Question

A random variable X has following p.d.f. \( f(x) = kx(1 - x), 0 \le x \le 1 \) and \( P(x>a) = \frac{20}{27} \), then \( a = \)}

• A. \( \frac{1}{3} \)
• B. \( \frac{2}{3} \)
• C. \( \frac{1}{2} \)
• D. \( \frac{1}{4} \)

Hint:

Always normalize the p.d.f. first by ensuring the total area under the curve is 1.

Answer 1

The Correct Option is A

Step 1: Understanding the Question:
First, find the normalization constant \( k \).

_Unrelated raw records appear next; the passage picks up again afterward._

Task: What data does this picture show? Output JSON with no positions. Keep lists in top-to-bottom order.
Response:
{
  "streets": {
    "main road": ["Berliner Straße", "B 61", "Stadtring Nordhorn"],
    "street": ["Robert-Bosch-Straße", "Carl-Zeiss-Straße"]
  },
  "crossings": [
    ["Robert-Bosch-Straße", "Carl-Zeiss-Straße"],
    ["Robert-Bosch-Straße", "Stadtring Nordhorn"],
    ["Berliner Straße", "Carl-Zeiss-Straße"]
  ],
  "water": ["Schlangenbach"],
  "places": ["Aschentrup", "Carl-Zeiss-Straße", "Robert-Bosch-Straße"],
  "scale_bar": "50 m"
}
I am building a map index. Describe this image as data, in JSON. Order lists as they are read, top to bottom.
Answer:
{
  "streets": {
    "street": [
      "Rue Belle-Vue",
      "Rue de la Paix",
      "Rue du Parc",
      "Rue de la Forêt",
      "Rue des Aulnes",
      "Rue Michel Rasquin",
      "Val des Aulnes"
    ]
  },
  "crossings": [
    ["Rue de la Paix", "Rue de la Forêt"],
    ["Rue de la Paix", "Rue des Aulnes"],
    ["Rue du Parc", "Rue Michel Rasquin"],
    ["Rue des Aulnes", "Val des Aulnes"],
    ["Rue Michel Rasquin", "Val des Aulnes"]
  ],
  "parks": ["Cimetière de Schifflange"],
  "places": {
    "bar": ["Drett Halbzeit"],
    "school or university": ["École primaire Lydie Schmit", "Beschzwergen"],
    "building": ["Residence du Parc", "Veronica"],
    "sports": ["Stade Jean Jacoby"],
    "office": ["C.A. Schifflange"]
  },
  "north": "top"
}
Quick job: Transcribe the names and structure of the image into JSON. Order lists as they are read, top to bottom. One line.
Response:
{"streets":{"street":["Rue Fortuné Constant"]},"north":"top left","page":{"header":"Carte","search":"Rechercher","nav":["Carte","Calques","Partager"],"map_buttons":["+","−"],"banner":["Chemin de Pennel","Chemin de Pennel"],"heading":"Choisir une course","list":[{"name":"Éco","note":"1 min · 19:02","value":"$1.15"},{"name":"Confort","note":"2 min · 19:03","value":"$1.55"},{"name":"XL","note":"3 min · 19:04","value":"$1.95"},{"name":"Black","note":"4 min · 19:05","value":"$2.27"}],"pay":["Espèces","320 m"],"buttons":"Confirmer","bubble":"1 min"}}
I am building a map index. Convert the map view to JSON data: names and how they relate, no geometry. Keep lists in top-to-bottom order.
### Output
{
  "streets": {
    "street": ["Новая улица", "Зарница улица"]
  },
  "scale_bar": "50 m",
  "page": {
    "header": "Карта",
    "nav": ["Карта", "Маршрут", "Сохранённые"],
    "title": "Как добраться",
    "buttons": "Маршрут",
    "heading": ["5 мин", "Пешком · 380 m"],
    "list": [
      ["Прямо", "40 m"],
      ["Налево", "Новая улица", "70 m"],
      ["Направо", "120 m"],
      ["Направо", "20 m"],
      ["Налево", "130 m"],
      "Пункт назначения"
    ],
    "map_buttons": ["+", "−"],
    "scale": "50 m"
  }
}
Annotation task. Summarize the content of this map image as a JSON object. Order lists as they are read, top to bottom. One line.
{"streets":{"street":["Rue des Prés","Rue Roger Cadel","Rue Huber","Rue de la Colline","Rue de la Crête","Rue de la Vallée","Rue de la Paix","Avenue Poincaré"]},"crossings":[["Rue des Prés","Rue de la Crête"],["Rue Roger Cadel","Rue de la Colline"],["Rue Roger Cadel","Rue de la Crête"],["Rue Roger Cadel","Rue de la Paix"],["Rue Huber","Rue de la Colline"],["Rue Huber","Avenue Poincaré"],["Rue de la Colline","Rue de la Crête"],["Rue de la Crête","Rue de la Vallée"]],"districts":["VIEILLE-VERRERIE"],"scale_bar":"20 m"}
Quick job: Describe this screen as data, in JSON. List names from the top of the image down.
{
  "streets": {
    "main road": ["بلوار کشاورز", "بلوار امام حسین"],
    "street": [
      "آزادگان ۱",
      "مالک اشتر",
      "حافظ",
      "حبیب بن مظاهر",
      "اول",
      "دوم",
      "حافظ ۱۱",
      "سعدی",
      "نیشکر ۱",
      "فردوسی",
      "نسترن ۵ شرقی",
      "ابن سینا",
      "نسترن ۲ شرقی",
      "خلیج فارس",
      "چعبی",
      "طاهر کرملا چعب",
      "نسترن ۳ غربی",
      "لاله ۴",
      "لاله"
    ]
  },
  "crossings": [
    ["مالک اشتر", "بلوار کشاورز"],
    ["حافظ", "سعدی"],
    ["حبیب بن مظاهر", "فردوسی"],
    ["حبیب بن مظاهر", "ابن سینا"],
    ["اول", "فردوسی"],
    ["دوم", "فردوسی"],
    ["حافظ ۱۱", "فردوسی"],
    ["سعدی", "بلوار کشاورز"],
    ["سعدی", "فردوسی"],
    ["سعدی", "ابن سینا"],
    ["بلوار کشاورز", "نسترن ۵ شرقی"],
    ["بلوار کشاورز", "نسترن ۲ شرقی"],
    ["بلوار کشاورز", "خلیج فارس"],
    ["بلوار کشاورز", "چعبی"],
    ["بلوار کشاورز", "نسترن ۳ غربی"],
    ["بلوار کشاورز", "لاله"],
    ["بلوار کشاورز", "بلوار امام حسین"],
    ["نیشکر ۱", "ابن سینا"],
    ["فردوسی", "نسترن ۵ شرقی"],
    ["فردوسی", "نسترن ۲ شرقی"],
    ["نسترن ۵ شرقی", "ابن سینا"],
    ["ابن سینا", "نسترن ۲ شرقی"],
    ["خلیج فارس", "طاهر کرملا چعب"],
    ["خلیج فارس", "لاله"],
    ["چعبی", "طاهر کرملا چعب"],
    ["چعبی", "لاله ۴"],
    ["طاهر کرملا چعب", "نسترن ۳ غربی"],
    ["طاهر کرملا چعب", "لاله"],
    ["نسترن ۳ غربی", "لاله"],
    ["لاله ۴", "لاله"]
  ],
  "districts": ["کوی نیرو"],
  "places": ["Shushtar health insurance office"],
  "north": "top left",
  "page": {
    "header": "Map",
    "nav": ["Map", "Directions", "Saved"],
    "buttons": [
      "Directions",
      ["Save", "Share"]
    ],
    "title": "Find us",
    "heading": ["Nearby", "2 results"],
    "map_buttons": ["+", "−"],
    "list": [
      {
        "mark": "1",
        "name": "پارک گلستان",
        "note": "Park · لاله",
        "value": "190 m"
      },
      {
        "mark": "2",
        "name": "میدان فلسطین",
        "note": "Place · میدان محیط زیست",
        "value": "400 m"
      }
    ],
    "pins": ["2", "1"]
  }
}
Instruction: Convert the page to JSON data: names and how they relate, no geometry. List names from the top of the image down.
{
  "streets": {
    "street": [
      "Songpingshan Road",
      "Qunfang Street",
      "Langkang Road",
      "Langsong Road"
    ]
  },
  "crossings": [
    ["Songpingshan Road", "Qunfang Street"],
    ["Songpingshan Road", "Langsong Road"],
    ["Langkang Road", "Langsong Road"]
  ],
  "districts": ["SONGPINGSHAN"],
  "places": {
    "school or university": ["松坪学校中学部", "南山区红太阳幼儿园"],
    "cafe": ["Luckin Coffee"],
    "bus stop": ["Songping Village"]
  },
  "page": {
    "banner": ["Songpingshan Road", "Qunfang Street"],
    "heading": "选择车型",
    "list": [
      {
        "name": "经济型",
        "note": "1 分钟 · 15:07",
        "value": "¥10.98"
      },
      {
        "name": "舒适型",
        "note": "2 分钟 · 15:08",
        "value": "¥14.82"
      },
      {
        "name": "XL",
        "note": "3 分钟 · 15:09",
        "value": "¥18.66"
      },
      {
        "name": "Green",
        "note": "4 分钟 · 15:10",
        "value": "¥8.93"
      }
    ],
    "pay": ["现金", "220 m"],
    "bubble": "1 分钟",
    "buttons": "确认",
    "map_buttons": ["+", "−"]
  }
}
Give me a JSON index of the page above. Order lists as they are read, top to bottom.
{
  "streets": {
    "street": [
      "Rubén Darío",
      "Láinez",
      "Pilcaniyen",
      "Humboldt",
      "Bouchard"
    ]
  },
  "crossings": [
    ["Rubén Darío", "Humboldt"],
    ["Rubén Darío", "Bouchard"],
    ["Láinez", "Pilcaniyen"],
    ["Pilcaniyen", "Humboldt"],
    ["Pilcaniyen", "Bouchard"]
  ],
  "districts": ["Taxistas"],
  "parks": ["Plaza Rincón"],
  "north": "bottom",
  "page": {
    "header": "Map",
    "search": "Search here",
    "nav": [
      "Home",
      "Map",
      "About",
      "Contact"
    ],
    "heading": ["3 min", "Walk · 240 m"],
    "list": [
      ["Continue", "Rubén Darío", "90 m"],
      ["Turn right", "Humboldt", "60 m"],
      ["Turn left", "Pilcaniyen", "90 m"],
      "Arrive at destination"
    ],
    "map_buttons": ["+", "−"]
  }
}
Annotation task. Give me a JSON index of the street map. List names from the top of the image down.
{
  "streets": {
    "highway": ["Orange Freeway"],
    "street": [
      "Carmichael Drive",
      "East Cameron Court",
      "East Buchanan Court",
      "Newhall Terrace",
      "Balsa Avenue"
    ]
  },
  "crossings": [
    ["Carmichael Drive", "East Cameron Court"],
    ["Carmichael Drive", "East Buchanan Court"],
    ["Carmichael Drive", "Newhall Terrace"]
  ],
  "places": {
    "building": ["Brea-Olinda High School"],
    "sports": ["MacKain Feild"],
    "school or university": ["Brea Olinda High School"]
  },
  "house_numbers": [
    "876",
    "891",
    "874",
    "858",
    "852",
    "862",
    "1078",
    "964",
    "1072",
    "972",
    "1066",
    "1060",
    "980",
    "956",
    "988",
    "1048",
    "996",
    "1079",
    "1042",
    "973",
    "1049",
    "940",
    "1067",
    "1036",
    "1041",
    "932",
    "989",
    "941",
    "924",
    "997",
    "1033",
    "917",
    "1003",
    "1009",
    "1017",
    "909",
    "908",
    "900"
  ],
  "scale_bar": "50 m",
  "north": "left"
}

Then use the given probability to set up an integral and solve for \( a \).
Step 2: Key Formula or Approach:
1. Total probability: \( \int_{0}^{1} f(x) dx = 1 \).
2. \( P(X>a) = \int_{a}^{1} f(x) dx = \frac{20}{27} \).
Step 3: Detailed Explanation:
Finding \( k \):
\[ \int_{0}^{1} k(x - x^2) dx = k \left[ \frac{x^2}{2} - \frac{x^3}{3} \right]_0^1 = k \left( \frac{1}{2} - \frac{1}{3} \right) = \frac{k}{6} = 1 \implies k = 6 \] Now use \( P(X>a) = \frac{20}{27} \):
\[ \int_{a}^{1} 6(x - x^2) dx = 6 \left[ \frac{x^2}{2} - \frac{x^3}{3} \right]_a^1 = 6 \left[ \left(\frac{1}{6}\right) - \left(\frac{a^2}{2} - \frac{a^3}{3}\right) \right] = 1 - 3a^2 + 2a^3 = \frac{20}{27} \] \[ 2a^3 - 3a^2 + 1 - \frac{20}{27} = 0 \implies 2a^3 - 3a^2 + \frac{7}{27} = 0 \] Testing \( a = \frac{1}{3} \):
\[ 2\left(\frac{1}{27}\right) - 3\left(\frac{1}{9}\right) + \frac{7}{27} = \frac{2}{27} - \frac{9}{27} + \frac{7}{27} = 0 \] So, \( a = \frac{1}{3} \).
Step 4: Final Answer:
The value of \( a \) is \( \frac{1}{3} \).